= Beginning of Section =

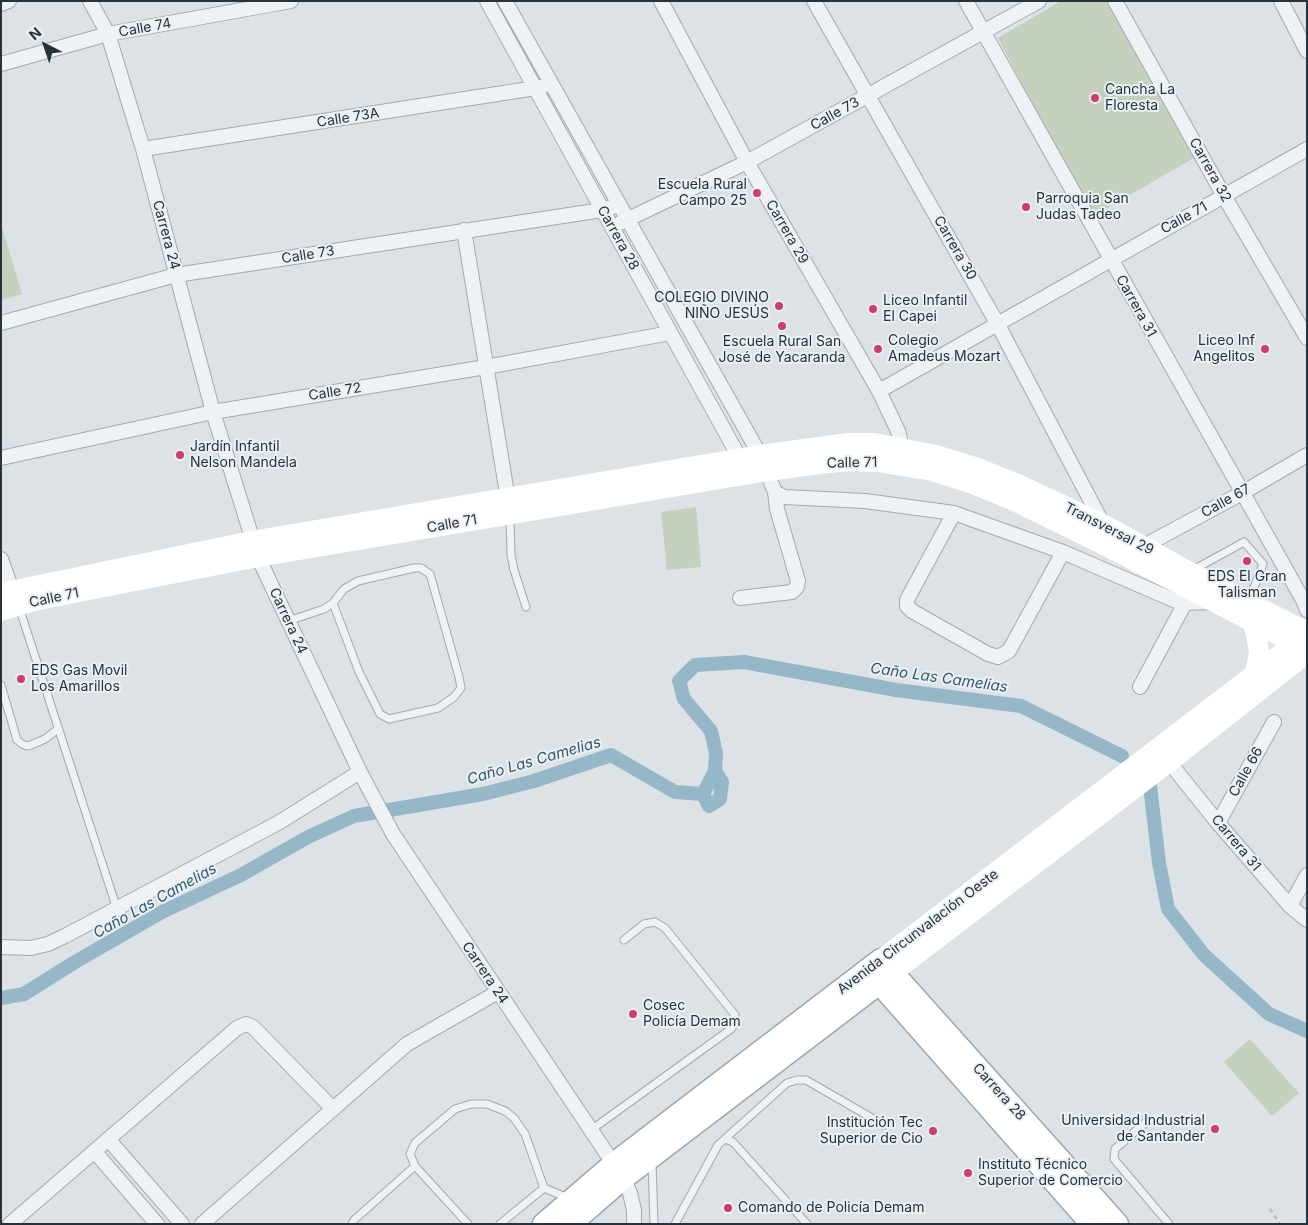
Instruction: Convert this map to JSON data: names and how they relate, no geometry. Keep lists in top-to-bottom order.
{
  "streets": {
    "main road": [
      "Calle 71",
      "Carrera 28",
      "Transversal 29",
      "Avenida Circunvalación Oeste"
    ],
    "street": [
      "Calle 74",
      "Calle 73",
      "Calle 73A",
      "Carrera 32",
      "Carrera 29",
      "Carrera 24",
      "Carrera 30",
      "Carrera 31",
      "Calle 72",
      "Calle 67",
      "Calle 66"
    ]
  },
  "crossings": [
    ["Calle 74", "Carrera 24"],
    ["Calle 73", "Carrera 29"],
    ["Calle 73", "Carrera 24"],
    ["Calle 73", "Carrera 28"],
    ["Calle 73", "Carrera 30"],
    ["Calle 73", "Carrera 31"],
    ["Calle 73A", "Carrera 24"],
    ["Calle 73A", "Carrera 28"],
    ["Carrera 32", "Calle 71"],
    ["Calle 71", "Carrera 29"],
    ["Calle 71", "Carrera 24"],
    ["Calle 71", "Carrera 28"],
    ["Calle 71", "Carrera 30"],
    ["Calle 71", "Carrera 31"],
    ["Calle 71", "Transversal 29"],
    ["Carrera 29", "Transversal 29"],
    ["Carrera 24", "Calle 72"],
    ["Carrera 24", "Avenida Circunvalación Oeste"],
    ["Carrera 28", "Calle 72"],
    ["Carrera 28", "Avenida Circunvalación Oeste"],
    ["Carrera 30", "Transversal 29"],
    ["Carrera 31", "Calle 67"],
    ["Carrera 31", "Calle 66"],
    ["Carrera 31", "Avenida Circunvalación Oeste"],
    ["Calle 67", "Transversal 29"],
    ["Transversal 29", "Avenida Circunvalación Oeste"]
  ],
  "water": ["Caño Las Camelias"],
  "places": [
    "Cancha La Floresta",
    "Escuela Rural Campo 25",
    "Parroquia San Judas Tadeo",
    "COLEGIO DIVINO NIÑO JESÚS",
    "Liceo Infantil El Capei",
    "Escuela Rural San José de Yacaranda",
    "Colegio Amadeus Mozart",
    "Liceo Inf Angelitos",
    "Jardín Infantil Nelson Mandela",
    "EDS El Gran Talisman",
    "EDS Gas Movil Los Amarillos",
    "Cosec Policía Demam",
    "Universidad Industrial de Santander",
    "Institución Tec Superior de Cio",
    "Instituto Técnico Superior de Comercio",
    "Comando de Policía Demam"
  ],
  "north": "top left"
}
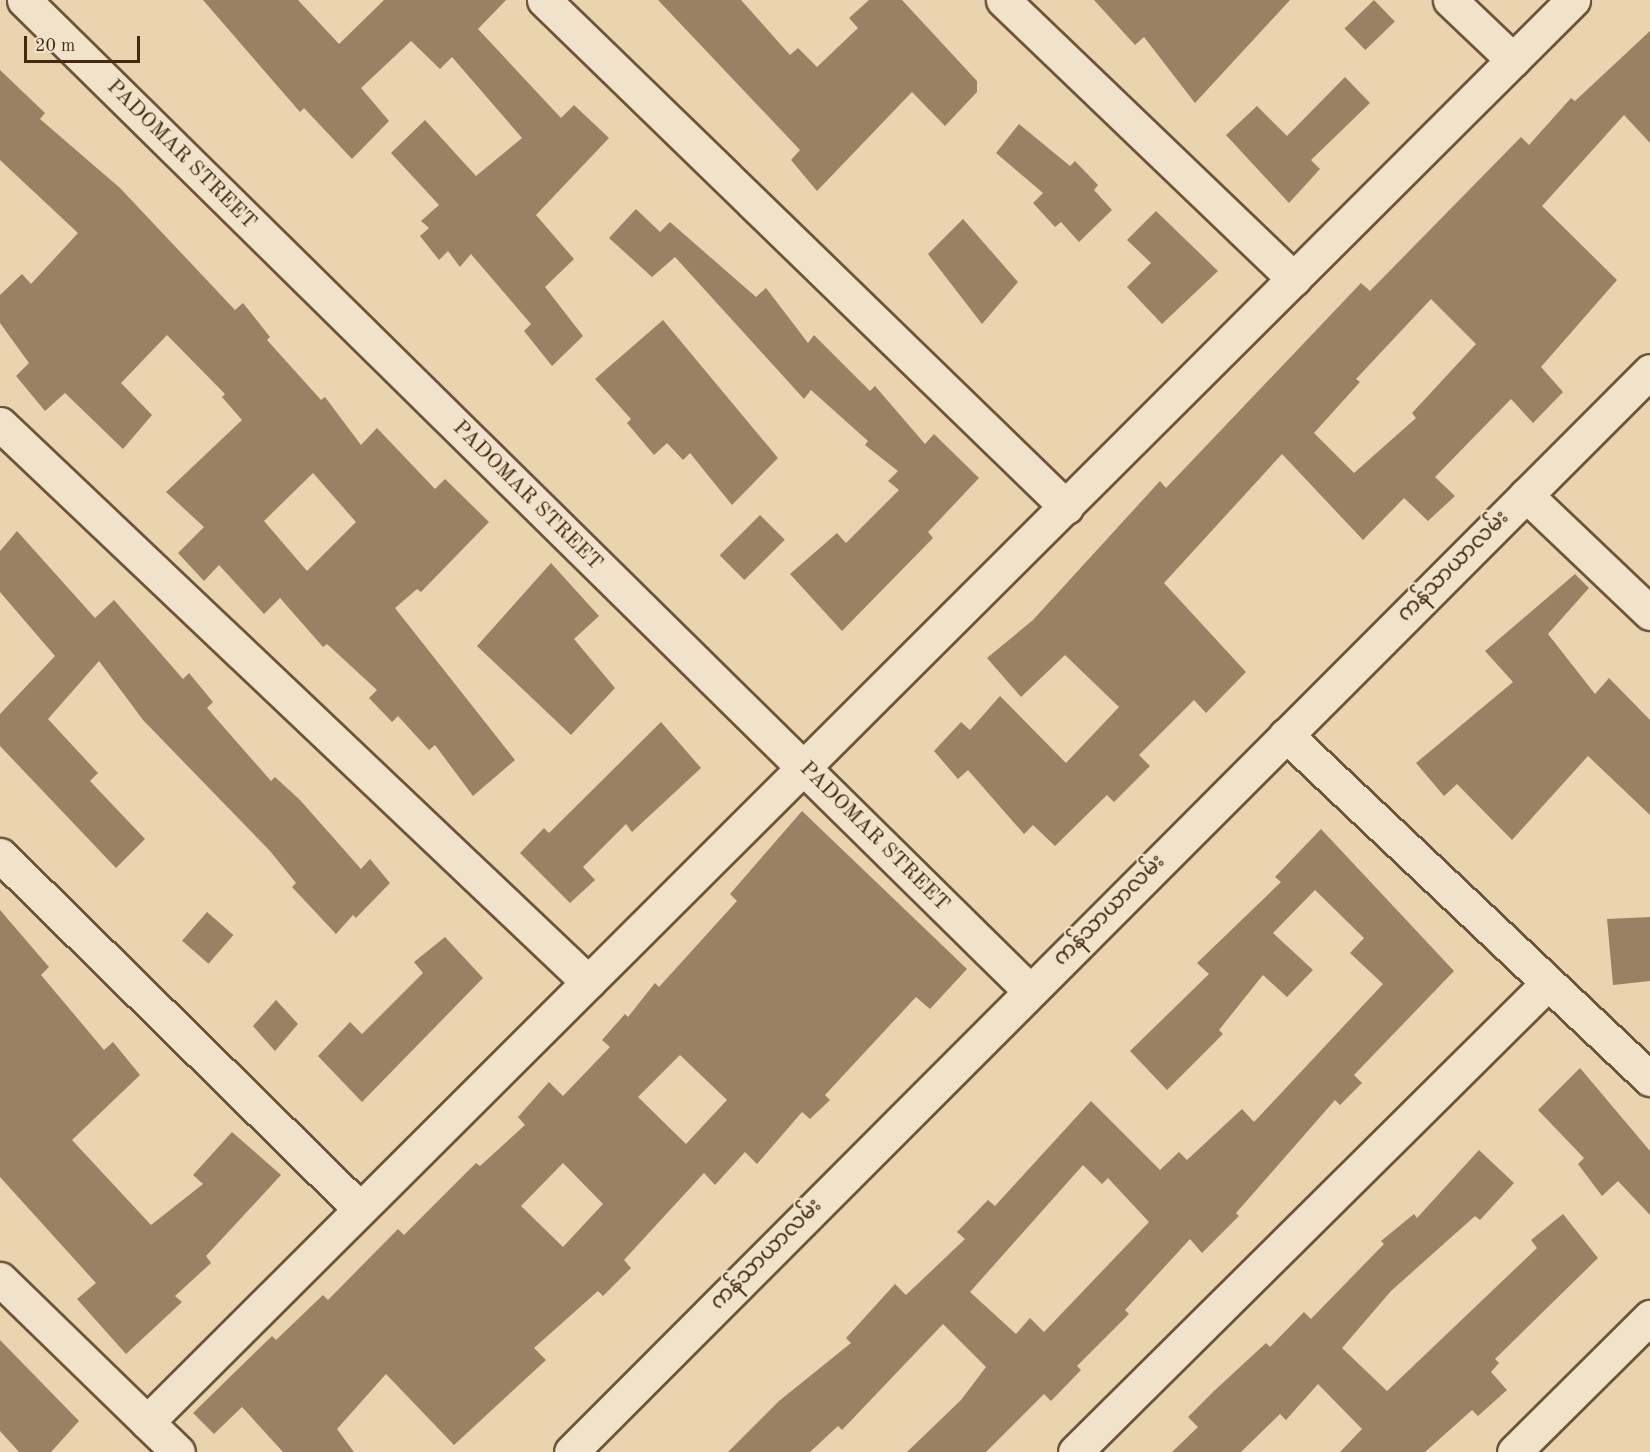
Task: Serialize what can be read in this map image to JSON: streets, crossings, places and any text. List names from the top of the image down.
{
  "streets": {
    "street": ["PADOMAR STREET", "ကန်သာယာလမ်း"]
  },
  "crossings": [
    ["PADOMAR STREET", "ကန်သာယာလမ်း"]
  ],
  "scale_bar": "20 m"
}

= End of Section =

Everything in the material except the pictures should be output verbatim.

Instruction: Convert this map to JSON data: names and how they relate, no geometry. Keep lists in top-to-bottom order.
{
  "streets": {
    "main road": [
      "Calle 71",
      "Carrera 28",
      "Transversal 29",
      "Avenida Circunvalación Oeste"
    ],
    "street": [
      "Calle 74",
      "Calle 73",
      "Calle 73A",
      "Carrera 32",
      "Carrera 29",
      "Carrera 24",
      "Carrera 30",
      "Carrera 31",
      "Calle 72",
      "Calle 67",
      "Calle 66"
    ]
  },
  "crossings": [
    ["Calle 74", "Carrera 24"],
    ["Calle 73", "Carrera 29"],
    ["Calle 73", "Carrera 24"],
    ["Calle 73", "Carrera 28"],
    ["Calle 73", "Carrera 30"],
    ["Calle 73", "Carrera 31"],
    ["Calle 73A", "Carrera 24"],
    ["Calle 73A", "Carrera 28"],
    ["Carrera 32", "Calle 71"],
    ["Calle 71", "Carrera 29"],
    ["Calle 71", "Carrera 24"],
    ["Calle 71", "Carrera 28"],
    ["Calle 71", "Carrera 30"],
    ["Calle 71", "Carrera 31"],
    ["Calle 71", "Transversal 29"],
    ["Carrera 29", "Transversal 29"],
    ["Carrera 24", "Calle 72"],
    ["Carrera 24", "Avenida Circunvalación Oeste"],
    ["Carrera 28", "Calle 72"],
    ["Carrera 28", "Avenida Circunvalación Oeste"],
    ["Carrera 30", "Transversal 29"],
    ["Carrera 31", "Calle 67"],
    ["Carrera 31", "Calle 66"],
    ["Carrera 31", "Avenida Circunvalación Oeste"],
    ["Calle 67", "Transversal 29"],
    ["Transversal 29", "Avenida Circunvalación Oeste"]
  ],
  "water": ["Caño Las Camelias"],
  "places": [
    "Cancha La Floresta",
    "Escuela Rural Campo 25",
    "Parroquia San Judas Tadeo",
    "COLEGIO DIVINO NIÑO JESÚS",
    "Liceo Infantil El Capei",
    "Escuela Rural San José de Yacaranda",
    "Colegio Amadeus Mozart",
    "Liceo Inf Angelitos",
    "Jardín Infantil Nelson Mandela",
    "EDS El Gran Talisman",
    "EDS Gas Movil Los Amarillos",
    "Cosec Policía Demam",
    "Universidad Industrial de Santander",
    "Institución Tec Superior de Cio",
    "Instituto Técnico Superior de Comercio",
    "Comando de Policía Demam"
  ],
  "north": "top left"
}
Task: Serialize what can be read in this map image to JSON: streets, crossings, places and any text. List names from the top of the image down.
{
  "streets": {
    "street": ["PADOMAR STREET", "ကန်သာယာလမ်း"]
  },
  "crossings": [
    ["PADOMAR STREET", "ကန်သာယာလမ်း"]
  ],
  "scale_bar": "20 m"
}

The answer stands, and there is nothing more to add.